(Dataset records)
########

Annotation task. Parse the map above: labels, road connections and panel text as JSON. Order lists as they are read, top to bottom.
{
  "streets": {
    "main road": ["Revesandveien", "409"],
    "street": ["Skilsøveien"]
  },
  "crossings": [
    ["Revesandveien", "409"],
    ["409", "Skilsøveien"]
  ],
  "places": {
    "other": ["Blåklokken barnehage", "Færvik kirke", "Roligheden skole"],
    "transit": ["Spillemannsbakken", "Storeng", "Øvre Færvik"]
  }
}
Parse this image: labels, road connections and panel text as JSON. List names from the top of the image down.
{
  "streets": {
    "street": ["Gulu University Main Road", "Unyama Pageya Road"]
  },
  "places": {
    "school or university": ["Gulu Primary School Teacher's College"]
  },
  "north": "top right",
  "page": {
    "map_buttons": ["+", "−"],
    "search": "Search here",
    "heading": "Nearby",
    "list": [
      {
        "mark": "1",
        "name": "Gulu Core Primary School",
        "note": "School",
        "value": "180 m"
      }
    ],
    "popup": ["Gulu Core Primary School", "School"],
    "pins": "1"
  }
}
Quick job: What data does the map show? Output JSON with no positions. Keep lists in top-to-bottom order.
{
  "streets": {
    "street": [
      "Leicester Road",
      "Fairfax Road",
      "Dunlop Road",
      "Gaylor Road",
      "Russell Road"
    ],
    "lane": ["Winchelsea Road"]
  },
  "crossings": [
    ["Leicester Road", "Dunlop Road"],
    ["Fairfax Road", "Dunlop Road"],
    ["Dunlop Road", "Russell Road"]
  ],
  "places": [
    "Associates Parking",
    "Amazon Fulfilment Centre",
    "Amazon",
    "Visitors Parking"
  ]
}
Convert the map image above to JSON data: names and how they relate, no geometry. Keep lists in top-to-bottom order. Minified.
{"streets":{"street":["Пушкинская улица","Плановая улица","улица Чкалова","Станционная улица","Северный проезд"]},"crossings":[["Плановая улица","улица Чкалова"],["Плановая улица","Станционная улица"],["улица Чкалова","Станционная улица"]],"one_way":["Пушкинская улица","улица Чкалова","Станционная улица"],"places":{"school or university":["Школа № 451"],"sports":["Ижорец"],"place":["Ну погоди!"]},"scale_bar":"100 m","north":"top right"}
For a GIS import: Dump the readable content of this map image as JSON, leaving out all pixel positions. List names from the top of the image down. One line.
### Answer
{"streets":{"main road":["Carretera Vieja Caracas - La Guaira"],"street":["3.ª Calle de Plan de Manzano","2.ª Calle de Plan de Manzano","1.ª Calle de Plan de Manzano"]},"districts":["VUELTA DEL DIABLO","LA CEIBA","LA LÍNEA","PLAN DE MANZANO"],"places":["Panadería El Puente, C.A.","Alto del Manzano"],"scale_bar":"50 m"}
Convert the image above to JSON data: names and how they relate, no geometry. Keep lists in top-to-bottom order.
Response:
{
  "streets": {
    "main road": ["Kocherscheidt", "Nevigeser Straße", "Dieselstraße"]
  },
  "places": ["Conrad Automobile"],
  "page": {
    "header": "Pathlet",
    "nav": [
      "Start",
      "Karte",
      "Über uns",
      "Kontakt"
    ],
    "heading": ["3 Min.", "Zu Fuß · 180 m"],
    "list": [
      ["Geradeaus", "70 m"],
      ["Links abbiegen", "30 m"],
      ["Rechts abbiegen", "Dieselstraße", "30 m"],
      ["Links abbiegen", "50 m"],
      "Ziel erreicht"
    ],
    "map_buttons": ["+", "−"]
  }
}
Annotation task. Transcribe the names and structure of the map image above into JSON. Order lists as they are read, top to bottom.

########

§ **Your objective**
Your answer should be the records themselves, returned word for word.

§ **Worked solution**
Annotation task. Parse the map above: labels, road connections and panel text as JSON. Order lists as they are read, top to bottom.
{
  "streets": {
    "main road": ["Revesandveien", "409"],
    "street": ["Skilsøveien"]
  },
  "crossings": [
    ["Revesandveien", "409"],
    ["409", "Skilsøveien"]
  ],
  "places": {
    "other": ["Blåklokken barnehage", "Færvik kirke", "Roligheden skole"],
    "transit": ["Spillemannsbakken", "Storeng", "Øvre Færvik"]
  }
}
Parse this image: labels, road connections and panel text as JSON. List names from the top of the image down.
{
  "streets": {
    "street": ["Gulu University Main Road", "Unyama Pageya Road"]
  },
  "places": {
    "school or university": ["Gulu Primary School Teacher's College"]
  },
  "north": "top right",
  "page": {
    "map_buttons": ["+", "−"],
    "search": "Search here",
    "heading": "Nearby",
    "list": [
      {
        "mark": "1",
        "name": "Gulu Core Primary School",
        "note": "School",
        "value": "180 m"
      }
    ],
    "popup": ["Gulu Core Primary School", "School"],
    "pins": "1"
  }
}
Quick job: What data does the map show? Output JSON with no positions. Keep lists in top-to-bottom order.
{
  "streets": {
    "street": [
      "Leicester Road",
      "Fairfax Road",
      "Dunlop Road",
      "Gaylor Road",
      "Russell Road"
    ],
    "lane": ["Winchelsea Road"]
  },
  "crossings": [
    ["Leicester Road", "Dunlop Road"],
    ["Fairfax Road", "Dunlop Road"],
    ["Dunlop Road", "Russell Road"]
  ],
  "places": [
    "Associates Parking",
    "Amazon Fulfilment Centre",
    "Amazon",
    "Visitors Parking"
  ]
}
Convert the map image above to JSON data: names and how they relate, no geometry. Keep lists in top-to-bottom order. Minified.
{"streets":{"street":["Пушкинская улица","Плановая улица","улица Чкалова","Станционная улица","Северный проезд"]},"crossings":[["Плановая улица","улица Чкалова"],["Плановая улица","Станционная улица"],["улица Чкалова","Станционная улица"]],"one_way":["Пушкинская улица","улица Чкалова","Станционная улица"],"places":{"school or university":["Школа № 451"],"sports":["Ижорец"],"place":["Ну погоди!"]},"scale_bar":"100 m","north":"top right"}
For a GIS import: Dump the readable content of this map image as JSON, leaving out all pixel positions. List names from the top of the image down. One line.
### Answer
{"streets":{"main road":["Carretera Vieja Caracas - La Guaira"],"street":["3.ª Calle de Plan de Manzano","2.ª Calle de Plan de Manzano","1.ª Calle de Plan de Manzano"]},"districts":["VUELTA DEL DIABLO","LA CEIBA","LA LÍNEA","PLAN DE MANZANO"],"places":["Panadería El Puente, C.A.","Alto del Manzano"],"scale_bar":"50 m"}
Convert the image above to JSON data: names and how they relate, no geometry. Keep lists in top-to-bottom order.
Response:
{
  "streets": {
    "main road": ["Kocherscheidt", "Nevigeser Straße", "Dieselstraße"]
  },
  "places": ["Conrad Automobile"],
  "page": {
    "header": "Pathlet",
    "nav": [
      "Start",
      "Karte",
      "Über uns",
      "Kontakt"
    ],
    "heading": ["3 Min.", "Zu Fuß · 180 m"],
    "list": [
      ["Geradeaus", "70 m"],
      ["Links abbiegen", "30 m"],
      ["Rechts abbiegen", "Dieselstraße", "30 m"],
      ["Links abbiegen", "50 m"],
      "Ziel erreicht"
    ],
    "map_buttons": ["+", "−"]
  }
}
Annotation task. Transcribe the names and structure of the map image above into JSON. Order lists as they are read, top to bottom.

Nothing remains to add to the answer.